**TASK TO CARRY OUT**
A faithful copy is required: retype the records from their first line through the line with "position:absolute; left:20px; top:742px;", and omit the pictures.

### GIVEN RECORDS

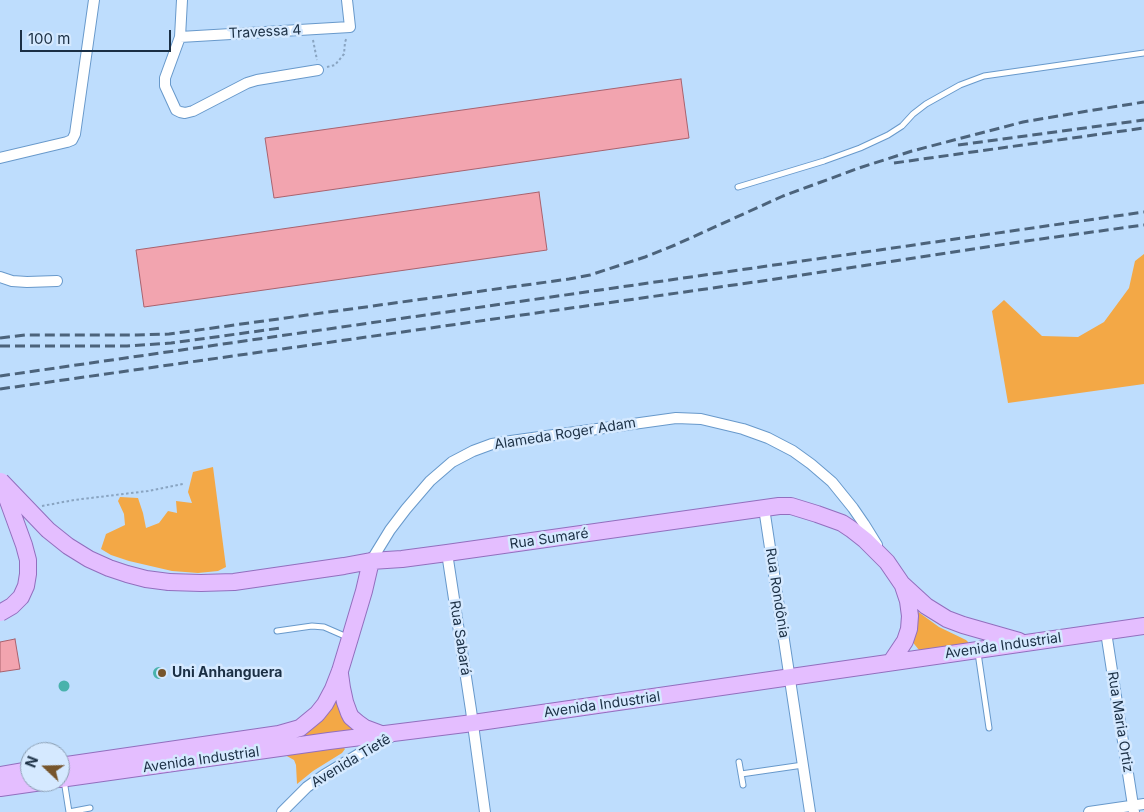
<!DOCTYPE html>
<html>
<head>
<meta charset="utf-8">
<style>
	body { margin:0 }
	#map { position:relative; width:1144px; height:812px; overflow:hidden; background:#beddfd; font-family:Inter,sans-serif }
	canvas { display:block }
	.north { position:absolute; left:20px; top:742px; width:50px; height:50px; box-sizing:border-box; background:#d5e9ff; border:1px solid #8b9fb4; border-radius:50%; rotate:291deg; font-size:14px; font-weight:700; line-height:20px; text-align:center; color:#1b2f44 }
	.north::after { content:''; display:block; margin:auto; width:18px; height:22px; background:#76552c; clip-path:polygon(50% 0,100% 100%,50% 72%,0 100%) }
	.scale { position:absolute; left:20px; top:30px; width:151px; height:22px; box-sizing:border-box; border:2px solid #1b2f44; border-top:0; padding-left:6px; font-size:15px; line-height:18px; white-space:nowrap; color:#1b2f44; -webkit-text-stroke:4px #d5e9ff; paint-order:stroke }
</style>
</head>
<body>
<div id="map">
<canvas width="1144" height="812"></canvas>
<div class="north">N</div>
<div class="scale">100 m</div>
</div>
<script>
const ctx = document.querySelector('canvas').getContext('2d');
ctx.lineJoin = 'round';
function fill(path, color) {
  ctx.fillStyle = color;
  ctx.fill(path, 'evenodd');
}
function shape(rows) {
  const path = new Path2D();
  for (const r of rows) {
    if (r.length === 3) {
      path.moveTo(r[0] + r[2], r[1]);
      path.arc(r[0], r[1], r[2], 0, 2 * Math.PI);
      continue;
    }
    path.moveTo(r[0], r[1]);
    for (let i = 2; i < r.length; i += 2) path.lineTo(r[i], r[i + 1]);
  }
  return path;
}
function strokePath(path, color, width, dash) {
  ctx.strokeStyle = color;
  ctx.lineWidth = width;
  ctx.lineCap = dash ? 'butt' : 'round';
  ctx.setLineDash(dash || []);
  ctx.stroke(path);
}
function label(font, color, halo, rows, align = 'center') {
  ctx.font = font + ' Inter,sans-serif';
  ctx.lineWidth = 5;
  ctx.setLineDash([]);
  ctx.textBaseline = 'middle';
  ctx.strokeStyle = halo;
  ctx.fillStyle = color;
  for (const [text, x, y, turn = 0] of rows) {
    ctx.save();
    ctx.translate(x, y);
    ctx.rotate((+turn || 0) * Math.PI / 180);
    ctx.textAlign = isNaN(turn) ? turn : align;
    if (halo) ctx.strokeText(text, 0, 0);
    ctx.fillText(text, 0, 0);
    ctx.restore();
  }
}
const green = shape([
	[1144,254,1144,384,1008,403,992,311,1004,300,1042,336,1078,337,1104,322,1129,288,1135,261],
	[213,467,226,567,218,571,198,573,172,571,129,561,111,555,101,549,106,534,125,525,124,514,118,501,120,497,138,498,143,513,146,528,159,523,168,511,177,513,176,501,192,503,188,492,193,472],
	[917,611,939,627,966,640,968,642,968,645,919,650,911,640],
	[337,694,353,729,352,732,281,745],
	[343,747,345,749,342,753,313,771,297,784,296,765,294,760,285,755]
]);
const water = shape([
	[159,673,6],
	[64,686,5.5]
]);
const building = shape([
	[681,79,689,138,274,198,265,138,681,79],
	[539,192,547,250,144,307,136,250,539,192],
	[15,639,20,669,0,672,0,642,15,639]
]);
const path = shape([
	[313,40,317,60],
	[327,67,335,65,344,54,345,42,347,37],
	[42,506,74,500,148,491,183,484]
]);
const lane = shape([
	[738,187,824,161,860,148,888,135,902,126,913,114,926,104,960,85,984,76,1144,53],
	[277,631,312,626,324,627,347,637],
	[978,653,989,728],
	[739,762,743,785],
	[741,774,803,765],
	[64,780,69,812],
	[69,812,90,808]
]);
const street = shape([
	[182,0,180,37,165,78,165,86,176,110,180,112,185,113,193,111,247,83,257,80,318,70],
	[180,37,350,27,347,0],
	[0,158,67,142,72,140,75,134,94,0],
	[0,277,12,281,27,282,57,281],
	[764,508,810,812],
	[447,553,471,710,485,812],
	[371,561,390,530,406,509,430,481,452,462,473,451,492,444,511,441,676,418,701,419,743,429,768,438,793,451,811,464,832,482,853,508,864,524,877,545],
	[1106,632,1134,812],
	[282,812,307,787,324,775,369,748,391,737],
	[1089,812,1144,804]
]);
const primary = shape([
	[169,582,201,583,234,582,344,566,371,561,402,559,447,553,779,506,791,506,817,514,842,523,851,529,865,540,887,562,902,584,926,606,947,619,963,625,1019,641],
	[891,662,905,641,909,629,910,616,908,601,903,586],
	[340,674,342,688,345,702,349,713,351,717,358,723,365,728,381,734],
	[60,766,279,734,300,728,317,714,325,704,333,689,340,671,350,638,364,591,371,561],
	[0,775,30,770],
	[60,779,329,741,473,723,1144,626],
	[0,788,42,782]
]);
const rail = shape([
	[958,145,1144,120],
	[894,163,1144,128],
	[0,338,25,335,137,335,169,334,569,279,590,275,645,257,675,245,783,196,859,168,912,151,1023,122,1094,110,1144,102],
	[0,346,127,346,171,343,281,328],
	[0,376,1144,212],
	[0,389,769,280,1026,241,1144,225]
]);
const primaryBridge = shape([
	[1,481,48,530,68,546,89,559,109,568,127,574,146,579,169,582],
	[0,613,12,606,21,597,26,586,28,574,28,560,24,545,4,490]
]);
const markers = [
	[162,673,5,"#76552c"]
];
const streetNames = [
	["Travessa 4",265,32,-3],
	["Alameda Roger Adam",565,434,-9],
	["Rua Sumaré",549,539,-8],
	["Rua Rondônia",777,593,81],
	["Rua Sabará",460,638,81],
	["Avenida Industrial",1003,646,-8],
	["Avenida Industrial",602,705,-8],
	["Rua Maria Ortiz",1120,722,81],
	["Avenida Industrial",201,760,-8],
	["Avenida Tietê",351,761,-31]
];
const poiNames = [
	["Uni Anhanguera",172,673]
];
fill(green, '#f3a846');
fill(water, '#49b2ac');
fill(building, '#f2a4af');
strokePath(building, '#a9626e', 1);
strokePath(lane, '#6899cb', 7);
strokePath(street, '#6899cb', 12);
strokePath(primary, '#926fbe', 18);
strokePath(path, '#89a4c1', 2, [2.5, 2.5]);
strokePath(lane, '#fff', 5);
strokePath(street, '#fff', 10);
strokePath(primary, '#e4beff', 16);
strokePath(rail, '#4c637b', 3, [10, 5]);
strokePath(primaryBridge, '#926fbe', 18, []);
strokePath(primaryBridge, '#e4beff', 16);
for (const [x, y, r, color] of markers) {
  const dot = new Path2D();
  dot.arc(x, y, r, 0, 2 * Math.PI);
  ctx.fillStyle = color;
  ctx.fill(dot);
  strokePath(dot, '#d5e9ff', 2);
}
label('14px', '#1b2f44', '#d5e9ff', streetNames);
label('bold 14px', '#1b2f44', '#d5e9ff', poiNames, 'left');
</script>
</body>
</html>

######

**SOLUTION TO THE PROBLEM**
<!DOCTYPE html>
<html>
<head>
<meta charset="utf-8">
<style>
	body { margin:0 }
	#map { position:relative; width:1144px; height:812px; overflow:hidden; background:#beddfd; font-family:Inter,sans-serif }
	canvas { display:block }
	.north { position:absolute; left:20px; top:742px; width:50px; height:50px; box-sizing:border-box; background:#d5e9ff; border:1px solid #8b9fb4; border-radius:50%; rotate:291deg; font-size:14px; font-weight:700; line-height:20px; text-align:center; color:#1b2f44 }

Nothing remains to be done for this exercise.